The IRS recently released the “dirty dozen” tax scams to avoid in 2013. Keeping your eyes open to different types of common fraud could save you money and trouble in the long run. Whether; you are a victim of fraudulent activity or are using a tax preparer that may suggest less than ethical tax strategies, be aware that the IRS is on the lookout for these scams. The annual list includes the following
- Identity theft. Identity theft is the unauthorized use of your personal information—name, Social Security number, etc.—to commit a crime. Frequently, identity thieves use this information to claim a false tax refund.
- Phishing. Typically, an unsolicited e-mail or fake Web site is designed to pry away your valuable financial information. Then the con artist commits fraudulent acts based on the stolen information.
- Tax return preparer fraud. Although most return preparers can be trusted, there are always a few bad apples in the barrel. Rely only on reputable preparers who sign the returns they prepare and indicate their Preparer Tax Identification Numbers.
- Offshore income. Some taxpayers evade U.S. taxes by hiding income in offshore accounts and then using debit cards, credit cards or wire transfers to draw down the funds. Other scams involve foreign trusts, employee-leasing schemes, private annuities or insurance plans.
- “Free money” offers. Advertisements promising tax refunds with little or no documentation have flooded community churches around the country. The false claims are often spread by word of mouth by unsuspecting churchgoers.
- Impersonating charitable organizations.
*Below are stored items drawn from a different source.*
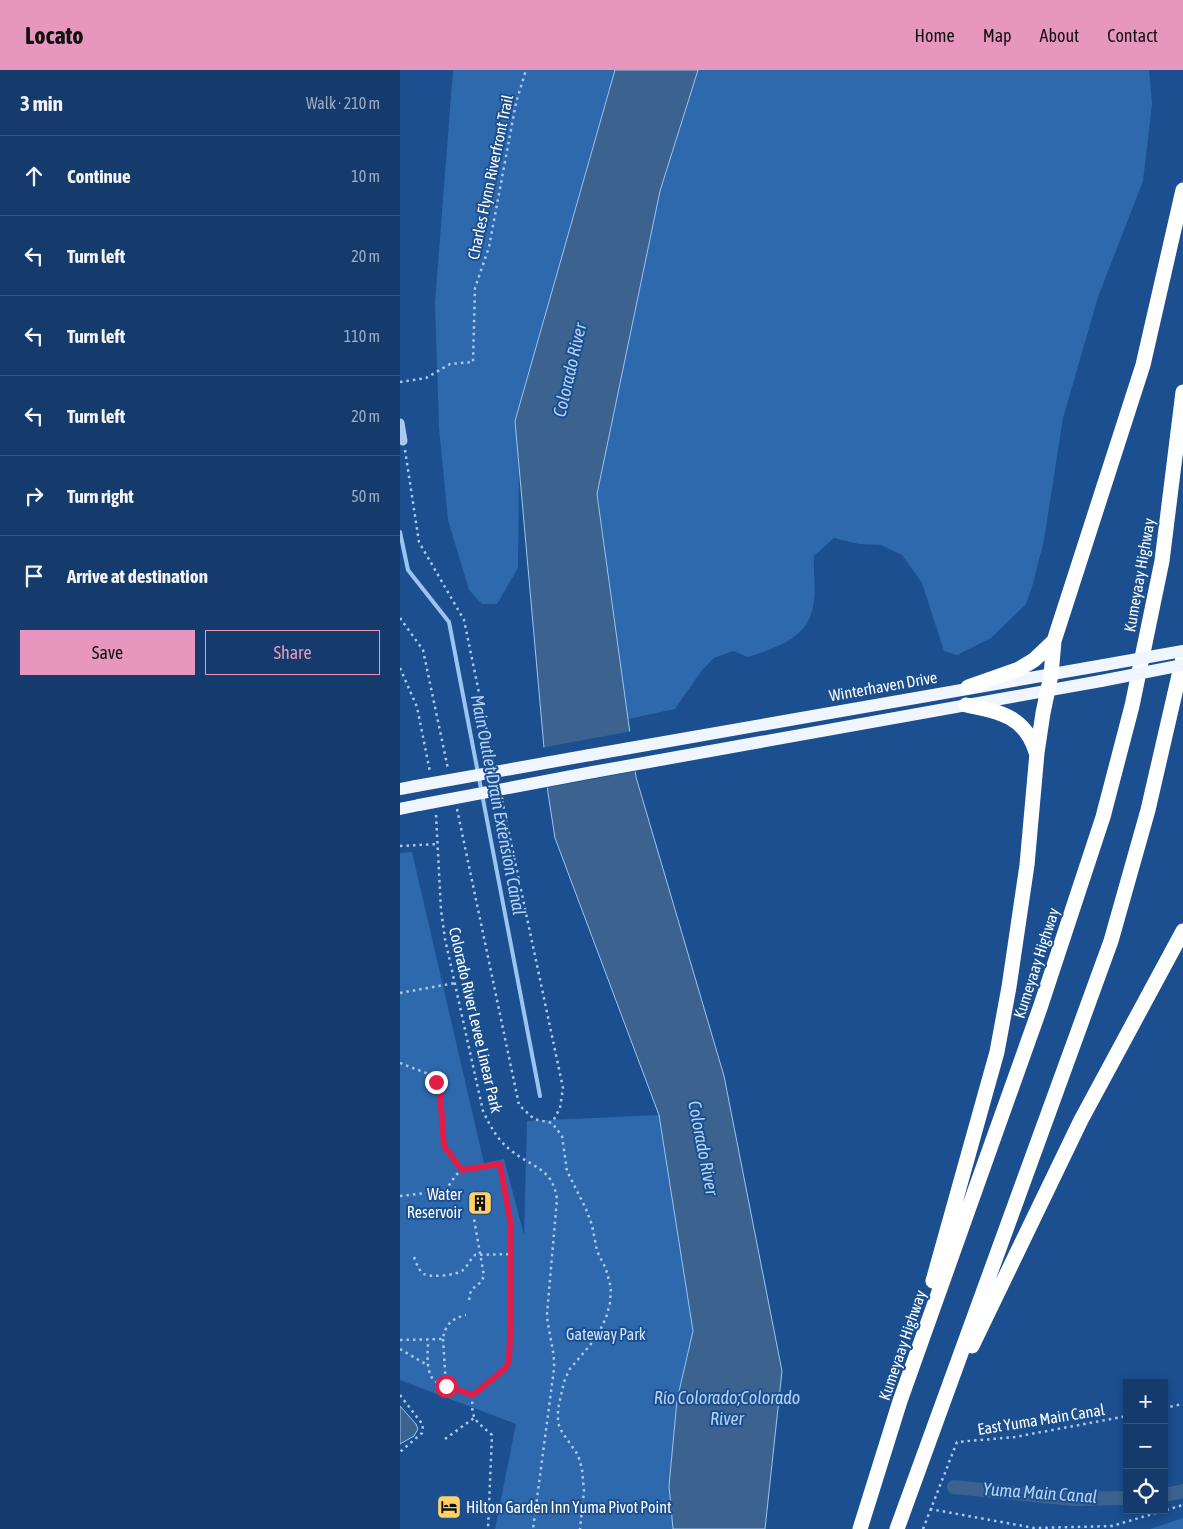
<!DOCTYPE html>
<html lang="en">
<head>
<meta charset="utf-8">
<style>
	:root { --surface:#143b6b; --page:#214673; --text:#f1f3f6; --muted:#9dadc1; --line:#33557e; --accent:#e797bd }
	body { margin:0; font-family:"Asap Condensed",sans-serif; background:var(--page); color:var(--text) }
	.controls { position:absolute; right:15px; bottom:15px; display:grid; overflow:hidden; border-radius:0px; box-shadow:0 2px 8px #0003 }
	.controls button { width:45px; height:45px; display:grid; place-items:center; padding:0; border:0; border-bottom:1px solid var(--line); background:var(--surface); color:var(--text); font:25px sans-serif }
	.stop { position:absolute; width:15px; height:15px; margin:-11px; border:4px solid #e11d48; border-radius:50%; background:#fff }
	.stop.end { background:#e11d48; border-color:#fff; box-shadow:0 1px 5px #0008 }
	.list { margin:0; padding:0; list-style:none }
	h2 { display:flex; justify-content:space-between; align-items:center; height:65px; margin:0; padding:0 20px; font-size:21px }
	h2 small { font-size:16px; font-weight:400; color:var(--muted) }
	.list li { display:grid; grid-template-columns:32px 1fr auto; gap:15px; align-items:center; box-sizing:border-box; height:80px; padding:0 20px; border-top:1px solid var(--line) }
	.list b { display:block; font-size:19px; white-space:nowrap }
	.list em { font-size:16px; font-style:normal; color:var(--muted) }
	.actions { display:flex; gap:10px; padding:15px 20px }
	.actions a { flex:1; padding:11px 0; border:1px solid var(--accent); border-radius:0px; text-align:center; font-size:18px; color:var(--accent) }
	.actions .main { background:var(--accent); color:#111 }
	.icon { flex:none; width:28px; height:28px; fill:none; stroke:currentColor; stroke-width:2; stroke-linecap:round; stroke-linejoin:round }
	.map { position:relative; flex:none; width:783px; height:1459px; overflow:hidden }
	header { display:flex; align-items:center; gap:30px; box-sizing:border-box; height:70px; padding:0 25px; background:var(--accent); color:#111 }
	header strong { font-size:24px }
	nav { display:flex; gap:28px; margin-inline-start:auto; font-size:18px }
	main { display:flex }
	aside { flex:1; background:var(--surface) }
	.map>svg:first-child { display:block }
	.green { fill:#2e69ad }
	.water { fill:#3c6290; stroke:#9cc4f0 }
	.pier { fill:#1b4f8f }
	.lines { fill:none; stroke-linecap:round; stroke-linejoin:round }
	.stream { stroke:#9cc4f0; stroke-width:4 }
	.canal { stroke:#3c6290; stroke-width:14 }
	.path { stroke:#a9c9ee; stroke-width:2.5; stroke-dasharray:2.5 4; stroke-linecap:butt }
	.minor { stroke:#a9c9ee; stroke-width:9 }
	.major { stroke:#f0f6ff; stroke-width:12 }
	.highway { stroke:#fff; stroke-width:15 }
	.major-bridge { stroke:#f0f6ff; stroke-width:12 }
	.route { stroke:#e11d48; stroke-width:6 }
	.labels { text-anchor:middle; stroke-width:4; stroke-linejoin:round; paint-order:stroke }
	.street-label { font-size:16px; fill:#fff; stroke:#1b4f8f }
	.poi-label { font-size:16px; fill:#fff; stroke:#1b4f8f; text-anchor:end }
	.park-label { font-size:16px; fill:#cfe3fa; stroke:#1b4f8f }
	.water-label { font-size:18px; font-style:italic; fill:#b5d3f5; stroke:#1b4f8f }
</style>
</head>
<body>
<header>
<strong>Locato</strong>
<nav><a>Home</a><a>Map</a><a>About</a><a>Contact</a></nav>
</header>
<main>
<aside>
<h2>3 min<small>Walk · 210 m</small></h2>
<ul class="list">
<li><svg class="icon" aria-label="ahead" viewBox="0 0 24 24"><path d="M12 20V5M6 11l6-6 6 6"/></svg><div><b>Continue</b></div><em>10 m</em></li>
<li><svg class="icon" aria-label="left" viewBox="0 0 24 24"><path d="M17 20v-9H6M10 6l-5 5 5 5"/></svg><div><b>Turn left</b></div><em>20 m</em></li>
<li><svg class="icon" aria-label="left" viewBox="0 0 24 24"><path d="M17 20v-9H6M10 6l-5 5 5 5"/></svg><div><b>Turn left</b></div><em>110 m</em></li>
<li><svg class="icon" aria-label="left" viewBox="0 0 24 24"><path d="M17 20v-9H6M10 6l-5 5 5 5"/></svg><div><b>Turn left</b></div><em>20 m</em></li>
<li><svg class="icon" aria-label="right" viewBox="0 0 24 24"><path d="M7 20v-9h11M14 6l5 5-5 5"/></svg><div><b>Turn right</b></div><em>50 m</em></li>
<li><svg class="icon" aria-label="arrive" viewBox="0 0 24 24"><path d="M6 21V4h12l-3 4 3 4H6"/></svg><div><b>Arrive at destination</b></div></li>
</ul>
<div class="actions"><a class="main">Save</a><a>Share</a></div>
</aside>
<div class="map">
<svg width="783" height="1459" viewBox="0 0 783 1459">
	<rect width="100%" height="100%" fill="#1b4f8f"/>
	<path class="green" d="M53 0H215L115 351 119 389 118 498 97 534H82L69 520 48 450 39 358 35 233Z
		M298 0H749L752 34 743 111 698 227 663 348 644 470 632 517 626 534 591 568 557 585 544 581 522 513 502 485 481 475 459 474 434 468 414 486C413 504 417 524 412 541 405 570 372 579 348 587L333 581 314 588 302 600 275 639 228 649 197 423 260 121Z
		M12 782 84 1093 104 1089 124 1165 127 1051 259 1045 293 1261 277 1330 269 1416 273 1459H95L116 1354 0 1310V783Z
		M783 1448V1459H750Z"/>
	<path class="water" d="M215 0H298L260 121 197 424 236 707 324 1006 382 1301 365 1459H273L269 1416 277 1330 293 1261 259 1045 155 768 148 723 115 351Z
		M0 1336 16 1354 18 1359 14 1366 0 1374Z"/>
	<path class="pier" d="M232 661 238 701 145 718 141 678Z"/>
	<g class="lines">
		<path class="stream" d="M0 462 8 500 49 552 140 1026"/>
		<path class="canal" d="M554 1417 672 1429 727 1428
			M764 1425 783 1421"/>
		<path class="path" d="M0 312 26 308 50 294 73 292 75 218 89 177 116 33 126 0
			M5 380 19 472 64 550 93 691
			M0 548 23 580 48 699
			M0 598 17 637 30 702
			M102 730 163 1018 160 1038 152 1053
			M57 739 119 1035 134 1049 152 1053 162 1066 167 1101 186 1139 192 1155 197 1181 206 1199 211 1218 210 1233 206 1248 196 1268 169 1300 164 1312 158 1339V1353L162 1362 178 1385 182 1399 184 1421 180 1459
			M36 745 41 840 45 869 83 1041C91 1058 98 1071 113 1082 134 1098 153 1099 157 1129L147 1244C148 1263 155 1280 154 1299L133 1459
			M0 776 38 774
			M0 923 55 913
			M0 993 26 1003 36 1012 40 1023 44 1076 62 1100
			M0 1126 45 1121 56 1105 62 1100 100 1094 111 1155V1248L109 1290 106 1297 100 1303 73 1325C62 1321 35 1316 31 1306 26 1296 28 1281 28 1271
			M14 1187C17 1194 18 1200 24 1204 32 1208 57 1205 63 1200 68 1196 70 1189 75 1185L111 1184
			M69 1230 71 1220 81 1212 84 1206 74 1149
			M43 1269 46 1316
			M0 1270 43 1269C45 1255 52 1248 66 1245
			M0 1279 29 1296
			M0 1325 23 1355 22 1363 0 1382
			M73 1325C70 1349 75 1350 92 1365L88 1459
			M764 1338 783 1334
			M45 1369 74 1348
			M530 1439 634 1458 712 1456 783 1435
			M523 1459 557 1372 615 1367 727 1346"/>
		<path class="minor" d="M0 353 3 371"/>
		<path class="major" d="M190 685 704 595
			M193 702 701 611
			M0 719 16 716
			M0 739 19 735"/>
		<path class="highway" d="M568 617 619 599 634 590 654 571 743 295 783 120
			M566 635C600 642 625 646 636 682
			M533 1211 597 982 609 917 627 795 637 683 643 643 651 605 654 571
			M572 1276 681 1050 783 861
			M460 1459 500 1331 640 938 703 747 732 636 762 491 783 322
			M497 1459 711 871 748 740 783 588"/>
		<path class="major-bridge" d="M704 595 783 581
			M701 611 783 595
			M16 716 190 685
			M19 735 193 702"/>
	</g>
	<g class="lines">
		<path class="route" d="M36 1012 40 1023 44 1076 62 1100 100 1094 111 1155V1248L109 1290 106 1297 100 1303 73 1325 46 1316"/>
	</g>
	<defs>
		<symbol id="building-square" viewBox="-11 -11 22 22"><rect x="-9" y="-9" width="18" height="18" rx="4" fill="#ffd166" stroke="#1b4f8f"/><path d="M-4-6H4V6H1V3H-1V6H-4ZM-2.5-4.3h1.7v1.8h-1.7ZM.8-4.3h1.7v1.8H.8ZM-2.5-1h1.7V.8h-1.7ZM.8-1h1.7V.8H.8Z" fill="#111"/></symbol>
		<symbol id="hotel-square" viewBox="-11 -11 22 22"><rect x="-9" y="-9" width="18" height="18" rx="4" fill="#ffd166" stroke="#1b4f8f"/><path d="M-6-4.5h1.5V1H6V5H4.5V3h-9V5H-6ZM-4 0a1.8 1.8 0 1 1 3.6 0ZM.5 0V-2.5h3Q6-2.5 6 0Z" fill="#111"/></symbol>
	</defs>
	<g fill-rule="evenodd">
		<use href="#building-square" x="66" y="1119" width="28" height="28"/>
		<use href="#hotel-square" x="35" y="1423" width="28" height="28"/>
	</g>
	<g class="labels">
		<g class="street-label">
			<text transform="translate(90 107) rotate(-78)" y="6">Charles Flynn Riverfront Trail</text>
			<text transform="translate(739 505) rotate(-80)" y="6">Kumeyaay Highway</text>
			<text transform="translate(483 616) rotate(-10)" y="6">Winterhaven Drive</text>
			<text transform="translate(636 893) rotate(-72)" y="6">Kumeyaay Highway</text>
			<text transform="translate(76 950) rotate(77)" y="6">Colorado River Levee Linear Park</text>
			<text transform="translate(502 1275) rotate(-71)" y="6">Kumeyaay Highway</text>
			<text transform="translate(641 1349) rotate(-9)" y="6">East Yuma Main Canal</text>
		</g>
		<g class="poi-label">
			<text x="62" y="1130">Water<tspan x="62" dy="18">Reservoir</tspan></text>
			<text x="66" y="1443" text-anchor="start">Hilton Garden Inn Yuma Pivot Point</text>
		</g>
		<g class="park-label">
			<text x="206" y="1270">Gateway Park</text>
		</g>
		<g class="water-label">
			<text transform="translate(170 300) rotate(-77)" y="6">Colorado River</text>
			<text transform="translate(98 735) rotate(79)" y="6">Main Outlet Drain Extension Canal</text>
			<text transform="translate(303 1078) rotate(79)" y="6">Colorado River</text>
			<text x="327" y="1334">Río Colorado;Colorado<tspan x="327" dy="21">River</tspan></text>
			<text transform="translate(640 1423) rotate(4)" y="6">Yuma Main Canal</text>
		</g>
	</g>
</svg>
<div class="controls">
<button>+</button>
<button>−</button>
<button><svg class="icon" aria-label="locate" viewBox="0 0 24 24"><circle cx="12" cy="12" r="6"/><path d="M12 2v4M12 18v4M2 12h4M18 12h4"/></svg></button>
</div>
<div class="stop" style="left:46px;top:1316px"></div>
<div class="stop end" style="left:36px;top:1012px"></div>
</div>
</main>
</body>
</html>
In the wake of disasters such as Hurricane Sandy, criminals may impersonate charities to obtain money or information from taxpayers. Some representing bogus charities may contact potential donors, while others reach out to disaster victims by claiming to be working for or on behalf of the IRS.
- False/inflated income and expenses. Another popular scam is to include income that was never earned, either as wages or as self-employment income, so as to maximize refundable tax credits. This could result in improper refunds.
- False 1099 refund claims. Individuals have made refund claims based on the bogus theory that the federal government maintains secret accounts for U.S. citizens and that taxpayers can gain access to the accounts by issuing 1099-OID (Original Issue Discount) forms to the IRS.
- Frivolous arguments. Promoters of frivolous schemes encourage taxpayers to make unreasonable and outlandish claims to avoid paying the taxes they owe. The IRS has a list of frivolous tax arguments that taxpayers should avoid.
- Zero wages. A taxpayer might use a Form 4852 (Substitute for Form W-2) or a “corrected” Form 1099 to fraudulently reduce taxable income to zero. Another scam is to submit a statement rebutting wages and taxes reported by a payer to the IRS.
- Disguised corporate ownership. Third parties are improperly used to request employer identification numbers and form corporations obscuring actual ownership of the business. These entities may underreport income, claim fictitious deductions, avoid filing tax returns, participate in listed transactions and facilitate money laundering.
- Misuse of trusts. Questionable transactions may revolve around reduction of taxable income, personal deductions and reductions of estate or gift taxes. Such trusts rarely deliver the tax benefits promised. If it sounds too good to be true, it probably is not true.
Tax frauds, especially those taking place in cyberspace, are becoming more prevalent. If you are confronted with one of these situations, use a heavy dose of skepticism.